Phone calls from unknown numbers, suspicious emails from long-lost relatives, your bank asking for credit card information: all of these are possible ways scammers try to get your money
Detective Sgt. Jeff Carr and Detective Const. Christian Bradley work in the Halifax Regional Police's financial crimes unit, also known as the 'fraud squad,' and deal with the victims of financial scams.
Carr has only been working for the financial crimes unit for little over a month, but is already well-versed in the ways people will try to separate folks from their money.
"Today's most common scams are online scams and telephone scams," he said in an interview with NEWS 95.7's Rick Howe. "Some of the more familiar ones we deal with are 'romance scams,' 'military scams,' 'ticket or kijiji scams,' 'inheritance scams,' and 'phishing scams.'"
A common telephone scam is the Canada Revenue Agency scam, explained Carr, where a number pretending to be the CRA will tell people they owe money to the Canadian government, and need to pay it as soon as possible or risk arrest.
"What I can tell you is that the police will never show up at your door to arrest you after one of these phone calls," he said.
Once money is sent to a scammer, there is little to no chance of getting it back.
"It's cash, it's liquidated, it's done" said Bradley.
It's also "virtually impossible" to arrest scammers, explained Carr, as most of them are located overseas or in different jurisdictions.
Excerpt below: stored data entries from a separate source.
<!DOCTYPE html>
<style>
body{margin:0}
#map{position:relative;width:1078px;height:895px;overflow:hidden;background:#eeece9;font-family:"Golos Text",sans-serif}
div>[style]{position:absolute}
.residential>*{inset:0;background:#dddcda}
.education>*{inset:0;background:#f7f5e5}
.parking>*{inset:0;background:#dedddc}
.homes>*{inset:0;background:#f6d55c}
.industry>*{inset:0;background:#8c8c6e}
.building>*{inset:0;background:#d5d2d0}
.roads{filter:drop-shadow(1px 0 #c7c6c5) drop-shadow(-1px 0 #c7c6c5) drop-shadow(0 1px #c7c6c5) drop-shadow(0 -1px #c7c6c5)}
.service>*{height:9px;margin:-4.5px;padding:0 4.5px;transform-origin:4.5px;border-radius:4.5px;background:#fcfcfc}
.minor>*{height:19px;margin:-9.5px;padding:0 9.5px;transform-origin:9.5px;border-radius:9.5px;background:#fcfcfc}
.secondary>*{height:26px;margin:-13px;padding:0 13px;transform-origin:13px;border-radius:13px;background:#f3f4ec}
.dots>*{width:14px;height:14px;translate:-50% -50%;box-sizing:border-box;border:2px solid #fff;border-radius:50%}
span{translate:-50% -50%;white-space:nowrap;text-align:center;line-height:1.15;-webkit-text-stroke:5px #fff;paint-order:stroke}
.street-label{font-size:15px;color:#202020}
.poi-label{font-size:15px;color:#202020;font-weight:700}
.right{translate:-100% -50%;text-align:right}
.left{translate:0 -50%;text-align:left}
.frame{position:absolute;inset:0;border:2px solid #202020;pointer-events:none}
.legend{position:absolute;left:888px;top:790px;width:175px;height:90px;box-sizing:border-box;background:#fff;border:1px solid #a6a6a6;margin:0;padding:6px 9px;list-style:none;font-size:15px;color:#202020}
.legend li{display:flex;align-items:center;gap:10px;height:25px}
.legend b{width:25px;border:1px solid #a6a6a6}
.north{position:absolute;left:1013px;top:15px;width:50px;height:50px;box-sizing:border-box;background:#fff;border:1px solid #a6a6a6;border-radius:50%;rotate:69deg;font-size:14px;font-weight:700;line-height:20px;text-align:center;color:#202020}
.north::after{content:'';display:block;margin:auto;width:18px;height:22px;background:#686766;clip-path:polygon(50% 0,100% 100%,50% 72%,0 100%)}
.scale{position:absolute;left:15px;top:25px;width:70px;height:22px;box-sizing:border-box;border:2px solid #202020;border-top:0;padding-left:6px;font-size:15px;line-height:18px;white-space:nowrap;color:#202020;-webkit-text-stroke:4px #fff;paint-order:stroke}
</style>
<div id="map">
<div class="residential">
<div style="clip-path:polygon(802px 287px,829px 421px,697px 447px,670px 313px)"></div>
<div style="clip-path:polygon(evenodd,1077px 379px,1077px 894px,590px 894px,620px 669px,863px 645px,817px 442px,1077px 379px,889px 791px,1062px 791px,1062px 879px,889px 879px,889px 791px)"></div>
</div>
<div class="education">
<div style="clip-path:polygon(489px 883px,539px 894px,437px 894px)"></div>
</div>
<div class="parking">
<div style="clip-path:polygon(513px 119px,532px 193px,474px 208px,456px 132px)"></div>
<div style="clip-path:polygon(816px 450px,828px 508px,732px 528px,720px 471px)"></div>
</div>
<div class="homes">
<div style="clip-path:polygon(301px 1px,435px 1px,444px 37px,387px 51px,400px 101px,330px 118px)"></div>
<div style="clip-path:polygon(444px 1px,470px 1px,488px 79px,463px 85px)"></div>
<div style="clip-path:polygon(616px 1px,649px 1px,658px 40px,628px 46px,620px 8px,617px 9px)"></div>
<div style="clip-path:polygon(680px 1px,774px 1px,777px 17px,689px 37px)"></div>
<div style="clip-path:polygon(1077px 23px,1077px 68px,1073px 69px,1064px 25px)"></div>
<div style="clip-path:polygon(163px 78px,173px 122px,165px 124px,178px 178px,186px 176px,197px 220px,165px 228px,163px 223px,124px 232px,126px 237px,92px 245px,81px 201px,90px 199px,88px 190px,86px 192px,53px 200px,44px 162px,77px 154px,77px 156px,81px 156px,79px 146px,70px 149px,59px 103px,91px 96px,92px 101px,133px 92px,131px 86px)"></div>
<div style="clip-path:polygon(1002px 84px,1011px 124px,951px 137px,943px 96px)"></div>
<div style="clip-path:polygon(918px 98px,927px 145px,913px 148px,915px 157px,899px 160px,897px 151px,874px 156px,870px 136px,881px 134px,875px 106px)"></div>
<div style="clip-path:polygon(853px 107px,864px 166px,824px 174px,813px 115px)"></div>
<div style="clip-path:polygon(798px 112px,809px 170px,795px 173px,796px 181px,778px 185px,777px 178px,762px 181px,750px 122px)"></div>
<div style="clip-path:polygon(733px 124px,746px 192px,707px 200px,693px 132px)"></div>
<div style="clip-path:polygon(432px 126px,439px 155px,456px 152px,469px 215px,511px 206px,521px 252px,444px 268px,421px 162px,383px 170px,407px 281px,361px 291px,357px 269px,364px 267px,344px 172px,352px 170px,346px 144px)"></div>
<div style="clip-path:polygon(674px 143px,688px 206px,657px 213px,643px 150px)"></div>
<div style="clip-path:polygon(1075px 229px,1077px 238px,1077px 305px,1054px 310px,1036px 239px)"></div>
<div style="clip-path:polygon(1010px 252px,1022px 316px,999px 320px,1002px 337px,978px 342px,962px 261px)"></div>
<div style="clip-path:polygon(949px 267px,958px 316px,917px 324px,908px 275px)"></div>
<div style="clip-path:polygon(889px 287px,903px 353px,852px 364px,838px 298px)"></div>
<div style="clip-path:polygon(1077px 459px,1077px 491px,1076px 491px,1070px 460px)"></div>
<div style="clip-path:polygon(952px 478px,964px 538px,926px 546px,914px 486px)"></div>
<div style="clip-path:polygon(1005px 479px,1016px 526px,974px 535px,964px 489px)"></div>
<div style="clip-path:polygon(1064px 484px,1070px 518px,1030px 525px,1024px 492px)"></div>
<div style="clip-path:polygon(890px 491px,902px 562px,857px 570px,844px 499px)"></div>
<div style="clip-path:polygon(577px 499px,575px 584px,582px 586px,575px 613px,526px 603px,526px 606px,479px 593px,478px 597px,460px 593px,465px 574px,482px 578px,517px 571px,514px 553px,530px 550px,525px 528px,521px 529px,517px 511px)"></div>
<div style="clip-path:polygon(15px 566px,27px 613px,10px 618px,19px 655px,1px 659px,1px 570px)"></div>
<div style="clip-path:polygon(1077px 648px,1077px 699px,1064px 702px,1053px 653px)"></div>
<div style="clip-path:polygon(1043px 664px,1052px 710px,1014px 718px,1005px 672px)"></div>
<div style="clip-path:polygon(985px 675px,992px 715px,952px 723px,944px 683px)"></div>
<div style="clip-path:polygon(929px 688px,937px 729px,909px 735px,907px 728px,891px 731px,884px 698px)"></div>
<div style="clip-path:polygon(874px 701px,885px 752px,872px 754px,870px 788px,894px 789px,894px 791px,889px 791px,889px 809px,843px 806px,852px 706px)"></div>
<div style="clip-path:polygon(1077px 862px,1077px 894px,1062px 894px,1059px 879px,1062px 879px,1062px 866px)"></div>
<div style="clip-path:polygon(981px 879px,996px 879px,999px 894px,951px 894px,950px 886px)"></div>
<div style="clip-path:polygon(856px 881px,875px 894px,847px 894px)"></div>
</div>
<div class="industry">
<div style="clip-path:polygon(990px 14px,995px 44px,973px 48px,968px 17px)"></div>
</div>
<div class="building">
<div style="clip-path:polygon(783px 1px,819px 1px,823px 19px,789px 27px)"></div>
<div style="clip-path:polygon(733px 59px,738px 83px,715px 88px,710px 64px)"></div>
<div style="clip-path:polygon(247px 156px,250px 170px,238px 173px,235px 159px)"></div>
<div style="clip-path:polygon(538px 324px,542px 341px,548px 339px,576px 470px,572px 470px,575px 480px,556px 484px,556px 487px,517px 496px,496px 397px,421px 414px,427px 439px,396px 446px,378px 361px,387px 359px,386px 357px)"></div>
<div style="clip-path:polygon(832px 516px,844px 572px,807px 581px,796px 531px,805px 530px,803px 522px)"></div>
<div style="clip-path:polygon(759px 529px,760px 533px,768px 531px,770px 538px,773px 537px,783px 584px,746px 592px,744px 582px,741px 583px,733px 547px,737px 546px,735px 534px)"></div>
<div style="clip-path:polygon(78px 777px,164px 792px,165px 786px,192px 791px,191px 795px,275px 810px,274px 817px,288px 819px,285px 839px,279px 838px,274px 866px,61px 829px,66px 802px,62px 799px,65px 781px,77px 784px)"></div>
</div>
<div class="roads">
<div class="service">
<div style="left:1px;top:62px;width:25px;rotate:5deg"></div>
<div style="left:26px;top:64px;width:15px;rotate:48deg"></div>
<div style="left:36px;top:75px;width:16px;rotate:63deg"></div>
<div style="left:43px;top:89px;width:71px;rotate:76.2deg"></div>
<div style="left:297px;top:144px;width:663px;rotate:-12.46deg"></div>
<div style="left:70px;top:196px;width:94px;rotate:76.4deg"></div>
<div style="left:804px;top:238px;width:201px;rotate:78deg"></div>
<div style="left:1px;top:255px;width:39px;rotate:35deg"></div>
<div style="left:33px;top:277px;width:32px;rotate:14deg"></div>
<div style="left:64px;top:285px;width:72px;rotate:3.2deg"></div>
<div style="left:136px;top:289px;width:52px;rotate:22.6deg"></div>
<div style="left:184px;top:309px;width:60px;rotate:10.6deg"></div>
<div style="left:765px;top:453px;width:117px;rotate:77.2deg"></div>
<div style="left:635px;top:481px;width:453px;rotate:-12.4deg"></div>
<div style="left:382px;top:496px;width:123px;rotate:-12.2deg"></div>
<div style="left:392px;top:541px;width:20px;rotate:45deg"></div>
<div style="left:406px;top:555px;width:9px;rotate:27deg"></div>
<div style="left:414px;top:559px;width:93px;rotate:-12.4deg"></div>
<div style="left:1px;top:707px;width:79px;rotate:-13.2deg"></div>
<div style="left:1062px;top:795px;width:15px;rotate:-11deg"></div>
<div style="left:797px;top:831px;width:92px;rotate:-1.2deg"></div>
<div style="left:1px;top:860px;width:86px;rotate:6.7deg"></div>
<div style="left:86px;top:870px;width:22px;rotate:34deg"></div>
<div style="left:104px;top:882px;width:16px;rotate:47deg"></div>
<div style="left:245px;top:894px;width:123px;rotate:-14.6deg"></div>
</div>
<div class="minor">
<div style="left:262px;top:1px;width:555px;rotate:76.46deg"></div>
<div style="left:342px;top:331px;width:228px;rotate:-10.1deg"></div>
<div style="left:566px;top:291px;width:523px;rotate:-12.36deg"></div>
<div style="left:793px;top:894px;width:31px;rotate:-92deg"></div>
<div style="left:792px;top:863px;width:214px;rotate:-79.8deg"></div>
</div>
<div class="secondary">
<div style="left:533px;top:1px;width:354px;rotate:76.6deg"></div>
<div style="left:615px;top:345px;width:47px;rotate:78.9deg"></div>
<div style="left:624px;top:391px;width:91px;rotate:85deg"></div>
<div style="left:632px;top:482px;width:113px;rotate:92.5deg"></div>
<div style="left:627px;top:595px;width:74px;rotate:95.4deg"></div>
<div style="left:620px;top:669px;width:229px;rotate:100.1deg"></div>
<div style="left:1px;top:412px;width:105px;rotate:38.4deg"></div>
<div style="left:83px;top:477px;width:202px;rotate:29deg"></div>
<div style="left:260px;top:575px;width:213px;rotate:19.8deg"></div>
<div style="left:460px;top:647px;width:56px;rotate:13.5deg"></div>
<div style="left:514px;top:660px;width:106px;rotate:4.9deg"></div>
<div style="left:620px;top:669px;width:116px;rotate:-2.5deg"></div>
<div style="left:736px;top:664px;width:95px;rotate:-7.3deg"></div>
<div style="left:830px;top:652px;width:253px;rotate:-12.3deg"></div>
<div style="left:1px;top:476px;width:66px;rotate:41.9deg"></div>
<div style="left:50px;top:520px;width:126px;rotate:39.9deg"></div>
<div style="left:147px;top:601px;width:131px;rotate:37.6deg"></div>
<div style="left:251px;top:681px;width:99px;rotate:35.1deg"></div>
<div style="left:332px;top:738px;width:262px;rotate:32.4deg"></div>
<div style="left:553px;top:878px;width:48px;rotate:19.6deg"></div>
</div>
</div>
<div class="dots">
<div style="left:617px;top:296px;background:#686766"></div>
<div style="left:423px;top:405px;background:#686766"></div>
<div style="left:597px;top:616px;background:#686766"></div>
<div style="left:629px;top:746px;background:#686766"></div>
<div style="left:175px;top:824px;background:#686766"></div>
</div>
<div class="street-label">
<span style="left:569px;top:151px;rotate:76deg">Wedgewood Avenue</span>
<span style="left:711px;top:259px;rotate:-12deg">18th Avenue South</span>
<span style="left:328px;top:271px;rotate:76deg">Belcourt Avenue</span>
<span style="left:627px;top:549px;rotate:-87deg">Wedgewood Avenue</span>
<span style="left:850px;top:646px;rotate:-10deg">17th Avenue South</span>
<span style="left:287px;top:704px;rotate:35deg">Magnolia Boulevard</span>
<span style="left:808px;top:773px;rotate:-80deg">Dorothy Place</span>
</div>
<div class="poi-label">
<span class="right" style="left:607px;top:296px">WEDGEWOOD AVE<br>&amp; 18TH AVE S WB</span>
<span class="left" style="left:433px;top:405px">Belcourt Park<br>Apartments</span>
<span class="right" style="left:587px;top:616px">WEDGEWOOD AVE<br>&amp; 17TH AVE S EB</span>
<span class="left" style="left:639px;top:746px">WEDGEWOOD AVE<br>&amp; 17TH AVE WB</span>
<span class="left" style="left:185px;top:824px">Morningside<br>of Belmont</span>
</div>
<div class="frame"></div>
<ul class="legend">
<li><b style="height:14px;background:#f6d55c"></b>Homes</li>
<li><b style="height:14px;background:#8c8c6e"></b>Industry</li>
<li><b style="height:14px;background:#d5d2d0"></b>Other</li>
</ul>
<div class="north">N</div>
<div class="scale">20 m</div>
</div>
"I don't want to be the Christmas Grinch, but I always say don't give your money to anybody," said Carr.
"If you don't know the person that you're talking to on the other end of the phone or online, don't give them money."
Bradley says he's gotten scam calls on his work phone before. Sometimes he likes to have a little bit of fun with them, because he knows right away it's a scam, but for more susceptible folks, he recommends hanging up immediately.
"Some people like to have fun with them, but really at the end of the day, hang up the phone," said Carr. "Tell them you're calling the police as well, and you might avoid getting another call to your number."
The unit gets calls everyday from victims or potential victims of fraud.
"I cannot believe the amount of the number of victims, in the month or so I've been in that section. It's astounding," said Carr.
While Carr always had the perception that seniors were most susceptible to these scams, he says he's seen just as many young and middle aged folks falling victim to the crime.
"I feel that the best thing we can do in our unit is to educate the public on how not to be victimized, how not to be separated from your money by these scammers," said Carr.
If you receive a call or suspicious email, do not respond, hang up, and inform the Canadian Anti-Fraud Centre, either online or by phone.